Entschleunigte Begegnungen
Auch im Alltag fällt mir das auf: Menschen lassen hier mehr Abstand. Sie reagieren vorausschauender. Sie wirken weniger im inneren Dauerlauf. Alma bewegt sich hier sichtbar entspannter. Sie arbeitet – aber ohne diesen permanenten Hochleistungsmodus wie in München. Für sie ist Hannover ruhiger Fokus. Für mich ist es ein sozialer Raum, der Luft lässt.
Taxi fahren mit Blindenführhund – und was das Gesetz dazu sagt
Während einer der ersten Besuche bei meiner Freundin in Hannover verlor ich etwas das Zeitgefühl und stellte erst spät fest, dass ich meinen Zug erreichen musste. Da Alma sich in Hannover noch nicht gut auskannte und ich mich bei dem Weg auch noch nicht so richtig sicher fühlte, entschied ich mich, ein Taxi zu rufen, um sicher und rechtzeitig zum Bahnhof zu gelangen. Schon bei der telefonischen Bestellung wies ich darauf hin, dass ich mit einer Blindenführhündin unterwegs bin. Daraufhin wurde mir ein Großraumtaxi angeboten. Da ich in der Vergangenheit bereits häufiger erlebt habe, dass Taxifahrer die Mitnahme von Alma oder zuvor Denny ablehnen, stimmte ich dem ohne weiteres zu, in der Annahme, so möglichen Problemen aus dem Weg zu gehen. Als das Taxi eintraf, sprang Alma routiniert hinein und wir fuhren los. Während der Fahrt kamen der Fahrer und ich ins Gespräch. Nach einiger Zeit fragte er mich, warum ich eigentlich ein Großraumtaxi bestellt hätte, da ein normales Fahrzeug völlig ausreichend gewesen wäre. Ich schilderte ihm daraufhin meine bisherigen Erfahrungen, bei denen mir trotz meiner Situation und der klar erkennbaren Tatsache dass es sich bei Alma oder Denny um Blindenführhunde handelt, die Mitnahme teilweise verweigert wurde. Daraufhin erklärte mir der Fahrer, dass dies so eigentlich nicht zulässig sei.
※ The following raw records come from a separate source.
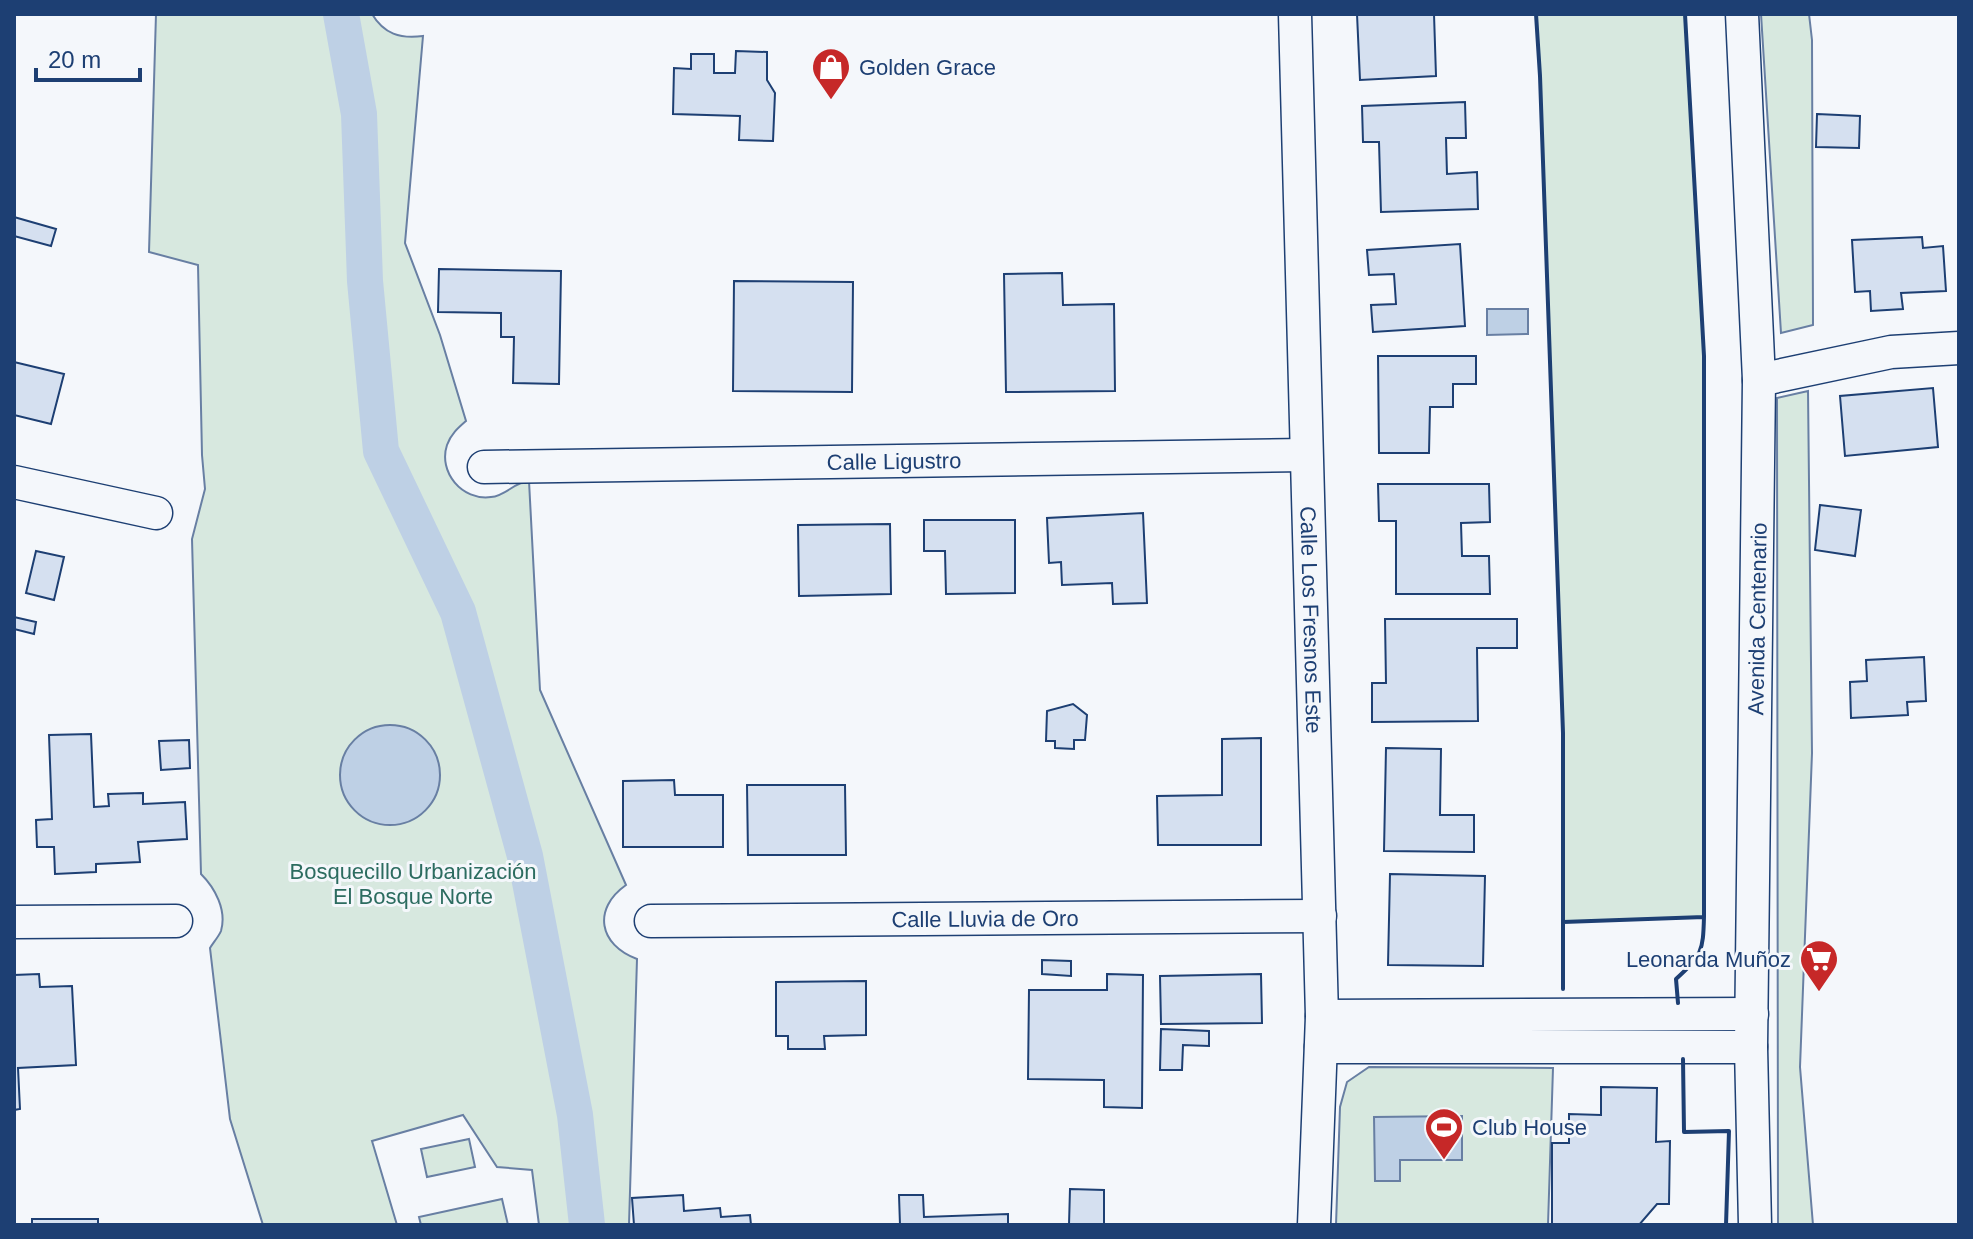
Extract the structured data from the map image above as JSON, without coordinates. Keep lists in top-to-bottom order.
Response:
{
  "streets": {
    "street": [
      "Calle Ligustro",
      "Avenida Centenario",
      "Calle Los Fresnos Este",
      "Calle Lluvia de Oro"
    ]
  },
  "crossings": [
    ["Calle Ligustro", "Calle Los Fresnos Este"],
    ["Calle Los Fresnos Este", "Calle Lluvia de Oro"]
  ],
  "parks": ["Bosquecillo Urbanización El Bosque Norte"],
  "places": {
    "shop": ["Golden Grace"],
    "supermarket": ["Leonarda Muñoz"],
    "sports": ["Club House"]
  },
  "scale_bar": "20 m"
}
Er wies mich darauf hin, dass Blindenführhunde in Deutschland rechtlich als Assistenzhunde gelten und Taxiunternehmen verpflichtet sind, Fahrgäste mit ihnen zu befördern. Eine Ablehnung sei in der Regel nicht erlaubt.
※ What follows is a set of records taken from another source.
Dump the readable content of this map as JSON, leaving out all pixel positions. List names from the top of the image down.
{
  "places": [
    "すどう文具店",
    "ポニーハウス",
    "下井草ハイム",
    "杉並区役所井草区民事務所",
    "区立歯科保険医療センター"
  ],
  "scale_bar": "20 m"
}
Die rechtliche Grundlage dafür findet sich im §22 des Personenbeförderungsgesetzes (PBefG) – dort ist die Beförderungspflicht klar geregelt. Weitere Informationen dazu und wo Blindenführhunde sonst noch Zutritt gewährt werden muss gibt es auch beim DBSV.
Im weiteren Gespräch stellte sich zudem heraus, dass in dem Gebiet eigentlich ein Kollege mit einem normalen Taxi zuständig gewesen wäre und dieser sei sogar ein großer Hundefreund. Das bestellte Großraumtaxi wäre also gar nicht notwendig gewesen. Umso bemerkenswerter war für mich, dass ausgerechnet der Fahrer, der mich schließlich fuhr und selbst Angst vor Hunden hatte, die Fahrt völlig selbstverständlich übernahm und sich sehr hilfsbereit zeigte. Am Bahnhof angekommen, beließ er es nicht beim Aussteigen, sondern begleitete mich bis zum Bahnsteig, sodass ich meinen Zug problemlos erreichen konnte. Außerdem berechnete er mir keinen Aufpreis für das Großraumtaxi. Dieses Erlebnis ist mir besonders positiv in Erinnerung geblieben – nicht nur wegen der Hilfsbereitschaft des Fahrers, sondern auch, weil er mich noch einmal ausdrücklich auf die rechtliche Situation hingewiesen hat. In der Folge nutze ich dieses Taxiunternehmen seither immer und wurde bereits bei meinem zweiten Anruf wiedererkannt, was ich als sehr angenehm empfand. Vor allem da ich in den letzten Jahren in unterschiedlichen Städten häufiger Taxis genutzt habe, und häufig Situationen erlebt habe, in denen die geltenden Regelungen im Umgang mit Blindenführhunden nicht beachtet werden.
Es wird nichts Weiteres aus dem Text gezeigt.